(Records from a dataset)
——————

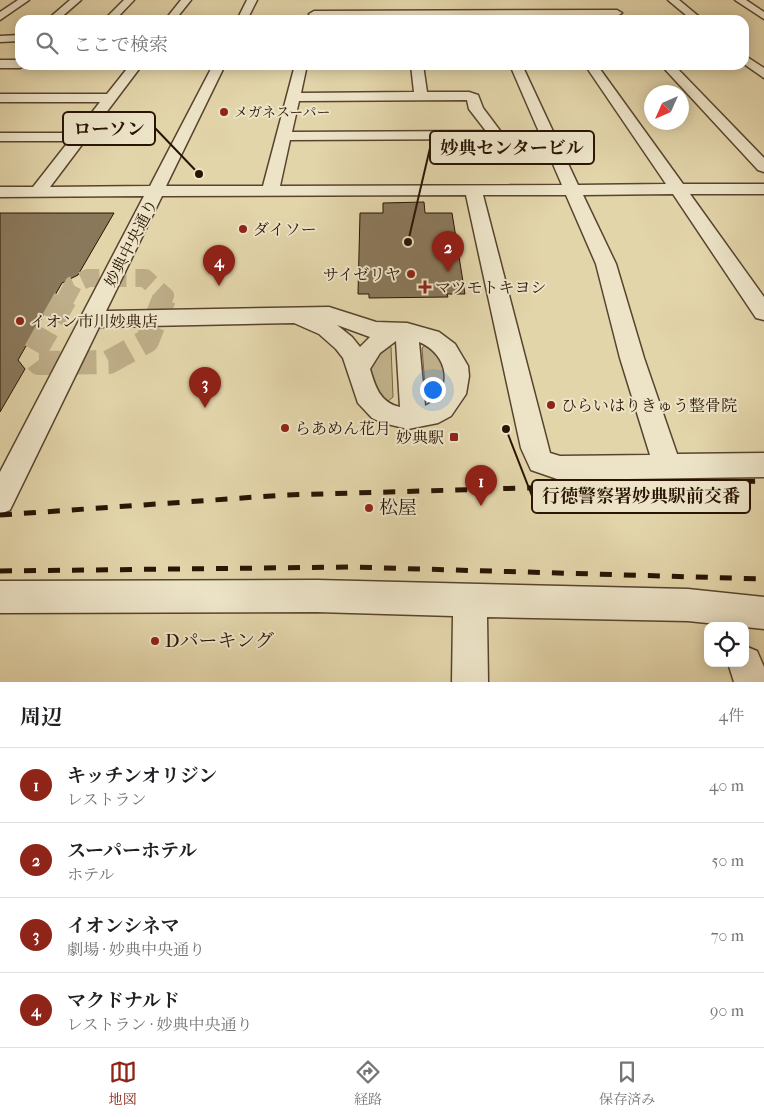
<!DOCTYPE html>
<html lang="ja">
<meta charset="utf-8">
<style>
body{margin:0;font-family:"IM FELL French Canon","Noto Serif JP",serif;background:#f6f6f6;color:#202124}
.controls{position:absolute;right:15px;bottom:15px;display:grid;overflow:hidden;border-radius:10px;box-shadow:0 2px 12px #0003}
.controls button{width:45px;height:45px;display:grid;place-items:center;padding:0;border:0;border-bottom:1px solid #e0e0e0;background:#fff;color:#202124;font:25px sans-serif}
.compass{position:absolute;left:644px;top:85px;width:45px;height:45px;border-radius:50%;background:#fff;box-shadow:0 2px 12px #0003;rotate:225deg}
.you{position:absolute;left:432px;top:389px;width:18px;height:18px;margin:-12px;border:4px solid #fff;border-radius:50%;background:#1a73e8;box-shadow:0 0 0 8px #1a73e833}
.badge{display:grid;place-items:center;width:32px;height:32px;border-radius:50%;background:#8f2418;color:#fff;font-size:16px;font-weight:700}
.pin{position:absolute;translate:-50% -41px;filter:drop-shadow(0 1px 2px #0008)}
.pin::after{content:'';position:absolute;top:26px;width:18px;height:15px;background:inherit;clip-path:polygon(0 0,100% 0,50% 100%)}
.list{margin:0;padding:0;list-style:none}
h2{display:flex;justify-content:space-between;align-items:center;height:65px;margin:0;padding:0 20px;font-size:21px}
h2 small{font-size:16px;font-weight:400;color:#757577}
.list li{display:grid;grid-template-columns:32px 1fr auto;gap:15px;align-items:center;box-sizing:border-box;height:75px;padding:0 20px;border-top:1px solid #e0e0e0}
.list b{display:block;font-size:19px;white-space:nowrap}
.list p{margin:0;font-size:16px;white-space:nowrap;color:#757577}
.list em{font-size:16px;font-style:normal;color:#757577}
.icon{flex:none;width:28px;height:28px;fill:none;stroke:currentColor;stroke-width:2;stroke-linecap:round;stroke-linejoin:round}
.map{position:relative;flex:none;width:764px;height:682px;overflow:hidden}
.search{position:absolute;background:#fff;box-shadow:0 2px 12px #0003;left:15px;right:15px;top:15px;height:55px;display:flex;align-items:center;gap:12px;box-sizing:border-box;padding:0 18px;border-radius:15px;color:#757577;font-size:19px}
.sheet{height:365px;background:#fff}
nav{display:flex;justify-content:space-around;align-items:center;box-sizing:border-box;height:70px;border-top:1px solid #e0e0e0;background:#fff;font-size:14px;color:#757577}
nav a{display:grid;justify-items:center;gap:2px}
nav .on{color:#8f2418}
.map>svg:first-child{display:block}
.green{fill:#c3b48e;stroke:#766449}
.building{fill:#8a785a;stroke:#291404}
.lines{fill:none;stroke-linecap:round;stroke-linejoin:round}
.minor-tunnel-far1{stroke:#beae89;stroke-width:18;stroke-dasharray:18 9;stroke-linecap:butt}
.minor-tunnel{stroke:#beae89;stroke-width:24;stroke-dasharray:24 12;stroke-linecap:butt}
.minor-casing{stroke:#58442e;stroke-width:3}
.minor{fill:#ede4c8;fill-rule:evenodd}
.rail{stroke:#291404;stroke-width:5;stroke-dasharray:12 12;stroke-linecap:butt}
.poi-dot{fill:#8f2418;stroke:#ede4c8;stroke-width:2}
.labels{text-anchor:middle;dominant-baseline:central;stroke-width:4;stroke-linejoin:round;paint-order:stroke}
.far-poi-label{font-size:14px;fill:#291404;stroke:#ede4c8;text-anchor:start}
.poi-label{font-size:16px;fill:#291404;stroke:#ede4c8;text-anchor:start}
.street-label{font-size:16px;fill:#291404;stroke:#ede4c8}
.near-poi-label{font-size:19px;fill:#291404;stroke:#ede4c8;text-anchor:start}
.leader{fill:none;stroke:#291404;stroke-width:2}
.callout-dot{fill:#291404;stroke:#ede4c8;stroke-width:2}
.callout{fill:#ede4c8;stroke:#291404;stroke-width:2}
.callout-label{font-size:18px;text-anchor:middle;font-weight:bold;fill:#291404}
</style>
<div class="map">
<svg width="764" height="682" viewBox="0 0 764 682">
<rect width="100%" height="100%" fill="#e3d5aa"/>
<filter id="stains"><feTurbulence type="fractalNoise" baseFrequency=".004" numOctaves="4"/><feColorMatrix values="0 0 0 0 .2 0 0 0 0 .09 0 0 0 0 .02 0 0 0 .5 -.17"/></filter>
<radialGradient id="worn" r=".72"><stop offset=".6" stop-color="#630" stop-opacity="0"/><stop offset="1" stop-color="#630" stop-opacity=".3"/></radialGradient>
<!-- green -->
<path class="green" d="M385 343 391 347 393 397 386 403C360 371 364 377 385 343Z
M428 343 438 350 450 380 434 404 426 398 422 348Z"/>
<!-- building -->
<path class="building" d="M424 202 425 213H452L465 294H447L448 297 369 298V294H358L360 213H383V203Z
M0 213H114L78 275 62 283 18 360 25 369 0 412Z"/>
<g class="lines">
<!-- minor-tunnel-far1 -->
<path class="minor-tunnel-far1" d="M65 300 73 285 88 278H145L165 296 163 300"/>
<!-- minor-tunnel -->
<path class="minor-tunnel" d="M65 299 33 355 39 363 109 362 147 341 164 299"/>
<!-- minor casing -->
<g class="minor-casing">
<path id="minor" d="M18 0H29L0 20V12Z
M70 0H81L58 20H47Z
M124 0H134L115 20H104Z
M181 0H191L175 20H165Z
M247 0H257L247 20H237Z
M668 0H679L703 20H692Z
M735 0H746L764 12V19Z
M314 11 617 10 622 13 617 16H310L309 14Z
M20 35V41L0 42V36Z
M744 55 764 68V78L744 64Z
M0 60H20V65H25L20 68H0Z
M130 65H142L50 187 150 186 213 65H225L166 186H263L295 65H307L301 93 414 92 411 65H423L427 92H469L478 95 483 108 501 132 497 138 492 139 290 140 280 186 562 185 510 65H522L578 185 666 184 585 65H597L683 184H764V194H690L764 297V320L756 318 673 194 583 195 616 264 644 358 677 454 764 453V477L560 480 531 470 521 448 466 195 162 196 106 311 329 307 376 322 407 323 439 332 455 344 468 366 469 376 466 394 451 416 438 423 408 429 383 423 372 418 358 403 343 358 336 349 319 334 294 323 99 327 10 510 0 514V472L144 196 0 197V187H33L69 141H0V133H76L100 102H0V94H107ZM467 100 469 109 486 131 292 132 299 101ZM483 195H566L596 264 620 358 650 455 560 456 550 453ZM337 325 370 337 360 347 352 337ZM396 341 400 407C380 403 375 386 370 369L380 353ZM419 342C449 354 455 392 425 406Z
M661 65H674L764 158V172L758 170Z
M317 580 688 589 764 597V629L688 621 487 617 488 682H452L453 616 317 612 0 613V581Z
M745 646 757 651 764 667V682H734L728 663H745Z"/>
</g>
<!-- minor -->
<use href="#minor" class="minor"/>
<!-- rail -->
<path class="rail" d="M0 515 285 495 764 481
M0 571 352 567 764 579"/>
</g>
<!-- markers -->
<g class="poi-dot">
<circle cx="224" cy="112" r="5"/>
<circle cx="243" cy="229" r="5"/>
<circle cx="411" cy="274" r="5"/>
<path d="M422.5 279.5h5v5h5v5h-5v5h-5v-5h-5v-5h5z"/>
<circle cx="20" cy="321" r="5"/>
<circle cx="551" cy="405" r="5"/>
<circle cx="285" cy="428" r="5"/>
<rect x="449" y="432" width="10" height="10" rx="2.5"/>
<circle cx="369" cy="508" r="5"/>
<circle cx="155" cy="641" r="5"/>
</g>
<g class="labels">
<!-- far-poi labels -->
<g class="far-poi-label">
<text x="234" y="112">メガネスーパー</text>
</g>
<!-- poi labels -->
<g class="poi-label">
<text x="253" y="229">ダイソー</text>
<text x="401" y="274" text-anchor="end">サイゼリヤ</text>
<text x="435" y="287">マツモトキヨシ</text>
<text x="30" y="321">イオン市川妙典店</text>
<text x="561" y="405">ひらいはりきゅう整骨院</text>
<text x="295" y="428">らあめん花月</text>
<text x="444" y="437" text-anchor="end">妙典駅</text>
</g>
<!-- street labels -->
<g class="street-label">
<text transform="translate(131 243) rotate(-63)">妙典中央通り</text>
</g>
<!-- near-poi labels -->
<g class="near-poi-label">
<text x="379" y="508">松屋</text>
<text x="165" y="641">Dパーキング</text>
</g>
</g>
<!-- callouts -->
<path class="leader" d="M199 174L155 128M408 242L430 148M506 429L532 496"/>
<g class="callout-dot">
<circle cx="199" cy="174" r="5"/>
<circle cx="408" cy="242" r="5"/>
<circle cx="506" cy="429" r="5"/>
</g>
<g class="callout">
<rect x="63" y="112" width="92" height="33" rx="5"/>
<rect x="430" y="131" width="164" height="33" rx="5"/>
<rect x="532" y="480" width="218" height="33" rx="5"/>
</g>
<g class="callout-label">
<text x="109" y="135">ローソン</text>
<text x="512" y="154">妙典センタービル</text>
<text x="641" y="502">行徳警察署妙典駅前交番</text>
</g>
<rect width="100%" height="100%" filter="url(#stains)"/>
<rect width="100%" height="100%" fill="url(#worn)"/>
</svg>
<div class="controls">
<button><svg class="icon" aria-label="locate" viewBox="0 0 24 24"><circle cx="12" cy="12" r="6"/><path d="M12 2v4M12 18v4M2 12h4M18 12h4"/></svg></button>
</div>
<svg class="compass" viewBox="-18 -18 36 36"><path d="M0-13l5 13h-10z" fill="#e53935"/><path d="M0 13l5-13h-10z" fill="#757577"/></svg>
<div class="you"></div>
<div class="pin badge" style="left:481px;top:506px">1</div>
<div class="pin badge" style="left:448px;top:272px">2</div>
<div class="pin badge" style="left:205px;top:408px">3</div>
<div class="pin badge" style="left:219px;top:286px">4</div>
<div class="search"><svg class="icon" aria-label="search" viewBox="0 0 24 24"><circle cx="10" cy="10" r="6"/><path d="M15 15l6 6"/></svg>ここで検索</div>
</div>
<section class="sheet">
<h2>周辺<small>4件</small></h2>
<ul class="list">
<li><span class="badge">1</span><div><b>キッチンオリジン</b><p>レストラン</p></div><em>40 m</em></li>
<li><span class="badge">2</span><div><b>スーパーホテル</b><p>ホテル</p></div><em>50 m</em></li>
<li><span class="badge">3</span><div><b>イオンシネマ</b><p>劇場 · 妙典中央通り</p></div><em>70 m</em></li>
<li><span class="badge">4</span><div><b>マクドナルド</b><p>レストラン · 妙典中央通り</p></div><em>90 m</em></li>
</ul>
</section>
<nav>
<a class="on"><svg class="icon" aria-label="map" viewBox="0 0 24 24"><path d="M3 6l6-2 6 2 6-2v14l-6 2-6-2-6 2zM9 4v14M15 6v14"/></svg>地図</a>
<a><svg class="icon" aria-label="directions" viewBox="0 0 24 24"><path d="M12 3l9 9-9 9-9-9zM9 14v-3h6M13 9l2 2-2 2"/></svg>経路</a>
<a><svg class="icon" aria-label="saved" viewBox="0 0 24 24"><path d="M7 4h10v16l-5-4-5 4z"/></svg>保存済み</a>
</nav>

——————

Task item:
Check each line above for the word "serif" and copy the ones that have it.

Answer to this task:
body{margin:0;font-family:"IM FELL French Canon","Noto Serif JP",serif;background:#f6f6f6;color:#202124}
.controls button{width:45px;height:45px;display:grid;place-items:center;padding:0;border:0;border-bottom:1px solid #e0e0e0;background:#fff;color:#202124;font:25px sans-serif}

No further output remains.